Dataset entries
· · ·
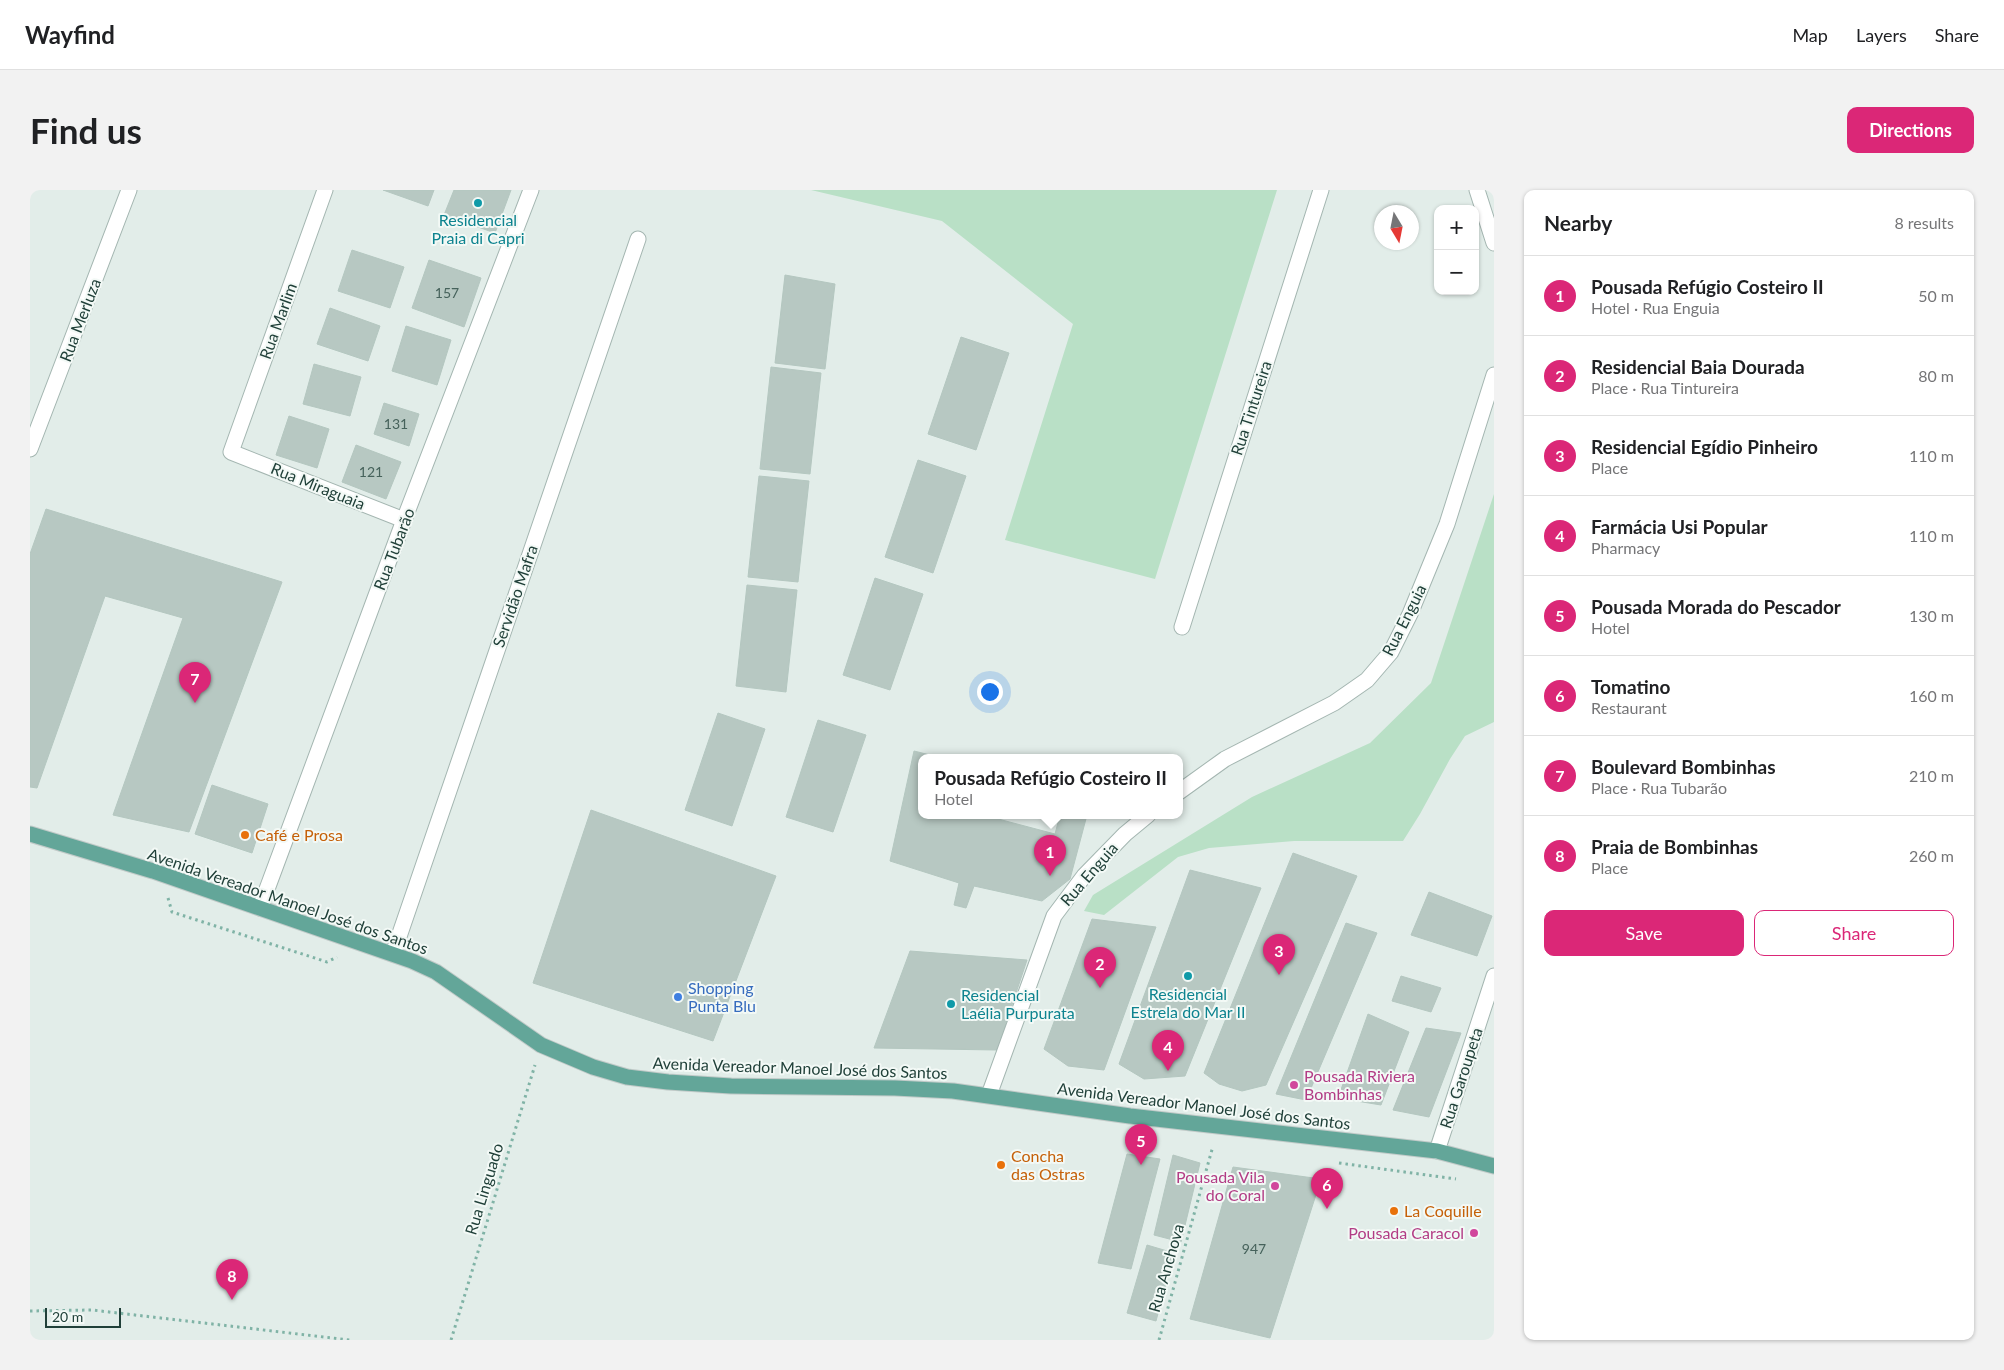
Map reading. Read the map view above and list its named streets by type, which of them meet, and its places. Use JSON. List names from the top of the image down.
{
  "streets": {
    "main road": ["Avenida Vereador Manoel José dos Santos"],
    "street": [
      "Rua Merluza",
      "Rua Marlim",
      "Rua Tintureira",
      "Rua Miraguaia",
      "Rua Tubarão",
      "Servidão Mafra",
      "Rua Enguia",
      "Rua Garoupeta"
    ],
    "path": ["Rua Linguado", "Rua Anchova"]
  },
  "crossings": [
    ["Rua Marlim", "Rua Miraguaia"],
    ["Rua Miraguaia", "Rua Tubarão"],
    ["Rua Tubarão", "Avenida Vereador Manoel José dos Santos"],
    ["Servidão Mafra", "Avenida Vereador Manoel José dos Santos"],
    ["Rua Enguia", "Avenida Vereador Manoel José dos Santos"],
    ["Avenida Vereador Manoel José dos Santos", "Rua Garoupeta"]
  ],
  "places": [
    "Residencial Praia di Capri",
    "Café e Prosa",
    "Residencial Estrela do Mar II",
    "Shopping Punta Blu",
    "Residencial Laélia Purpurata",
    "Pousada Riviera Bombinhas",
    "Concha das Ostras",
    "Pousada Vila do Coral",
    "La Coquille",
    "Pousada Caracol"
  ],
  "house_numbers": [
    "157",
    "131",
    "121",
    "947"
  ],
  "scale_bar": "20 m",
  "north": "bottom",
  "page": {
    "header": "Wayfind",
    "nav": ["Map", "Layers", "Share"],
    "buttons": [
      "Directions",
      ["Save", "Share"]
    ],
    "title": "Find us",
    "heading": ["Nearby", "8 results"],
    "map_buttons": ["+", "−"],
    "list": [
      {
        "mark": "1",
        "name": "Pousada Refúgio Costeiro II",
        "note": "Hotel · Rua Enguia",
        "value": "50 m"
      },
      {
        "mark": "2",
        "name": "Residencial Baia Dourada",
        "note": "Place · Rua Tintureira",
        "value": "80 m"
      },
      {
        "mark": "3",
        "name": "Residencial Egídio Pinheiro",
        "note": "Place",
        "value": "110 m"
      },
      {
        "mark": "4",
        "name": "Farmácia Usi Popular",
        "note": "Pharmacy",
        "value": "110 m"
      },
      {
        "mark": "5",
        "name": "Pousada Morada do Pescador",
        "note": "Hotel",
        "value": "130 m"
      },
      {
        "mark": "6",
        "name": "Tomatino",
        "note": "Restaurant",
        "value": "160 m"
      },
      {
        "mark": "7",
        "name": "Boulevard Bombinhas",
        "note": "Place · Rua Tubarão",
        "value": "210 m"
      },
      {
        "mark": "8",
        "name": "Praia de Bombinhas",
        "note": "Place",
        "value": "260 m"
      }
    ],
    "pins": [
      "7",
      "1",
      "3",
      "2",
      "4",
      "5",
      "6",
      "8"
    ],
    "popup": ["Pousada Refúgio Costeiro II", "Hotel"],
    "scale": "20 m"
  }
}
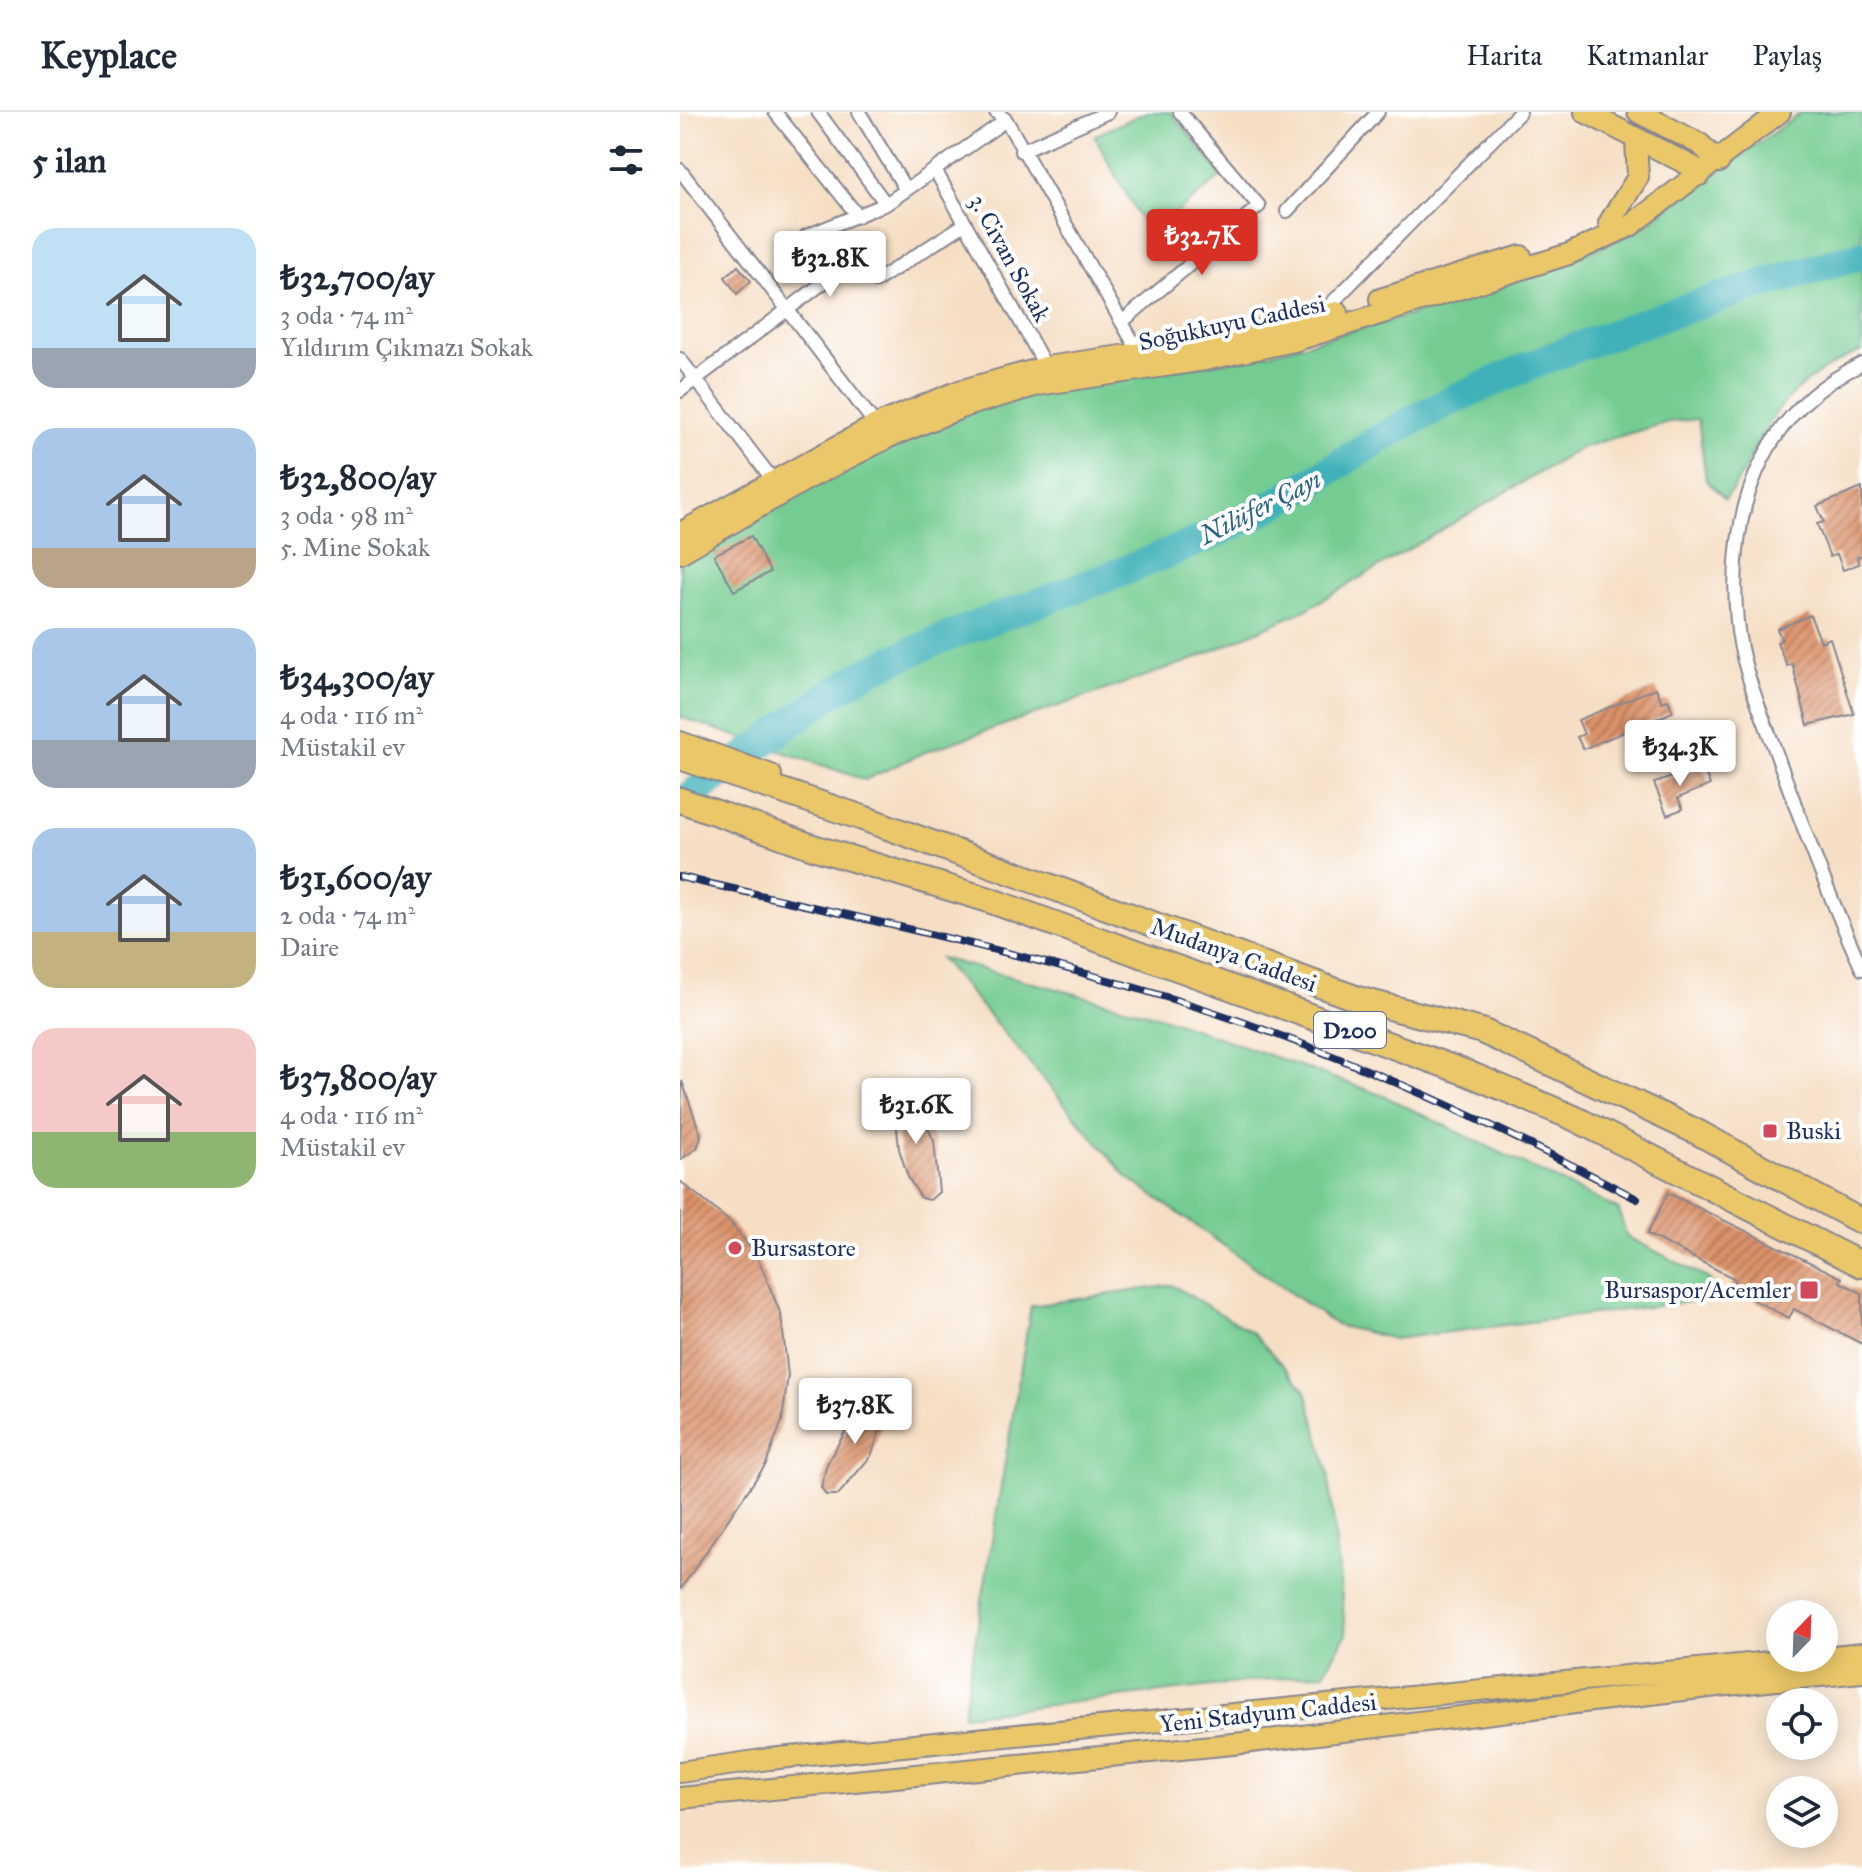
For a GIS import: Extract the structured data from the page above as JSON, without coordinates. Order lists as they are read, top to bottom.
{
  "streets": {
    "highway": ["Mudanya Caddesi", "D200"],
    "main road": ["Soğukkuyu Caddesi", "Yeni Stadyum Caddesi"],
    "street": ["3. Civan Sokak"]
  },
  "crossings": [
    ["3. Civan Sokak", "Soğukkuyu Caddesi"]
  ],
  "water": ["Nilüfer Çayı"],
  "places": {
    "transit": ["Buski", "Bursaspor/Acemler"],
    "other": ["Bursastore"]
  },
  "north": "top right",
  "page": {
    "header": "Keyplace",
    "nav": ["Harita", "Katmanlar", "Paylaş"],
    "heading": "5 ilan",
    "list": [
      {
        "name": "₺32,700/ay",
        "note": "3 oda · 74 m² · Yıldırım Çıkmazı Sokak"
      },
      {
        "name": "₺32,800/ay",
        "note": "3 oda · 98 m² · 5. Mine Sokak"
      },
      {
        "name": "₺34,300/ay",
        "note": "4 oda · 116 m² · Müstakil ev"
      },
      {
        "name": "₺31,600/ay",
        "note": "2 oda · 74 m² · Daire"
      },
      {
        "name": "₺37,800/ay",
        "note": "4 oda · 116 m² · Müstakil ev"
      }
    ],
    "price": [
      "₺32.7K",
      "₺32.8K",
      "₺34.3K",
      "₺31.6K",
      "₺37.8K"
    ]
  }
}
· · ·
● **Required work**:
Tally how many lines of the data include the word "road". Write the number and nothing else.

● **Solution for this exercise**:
2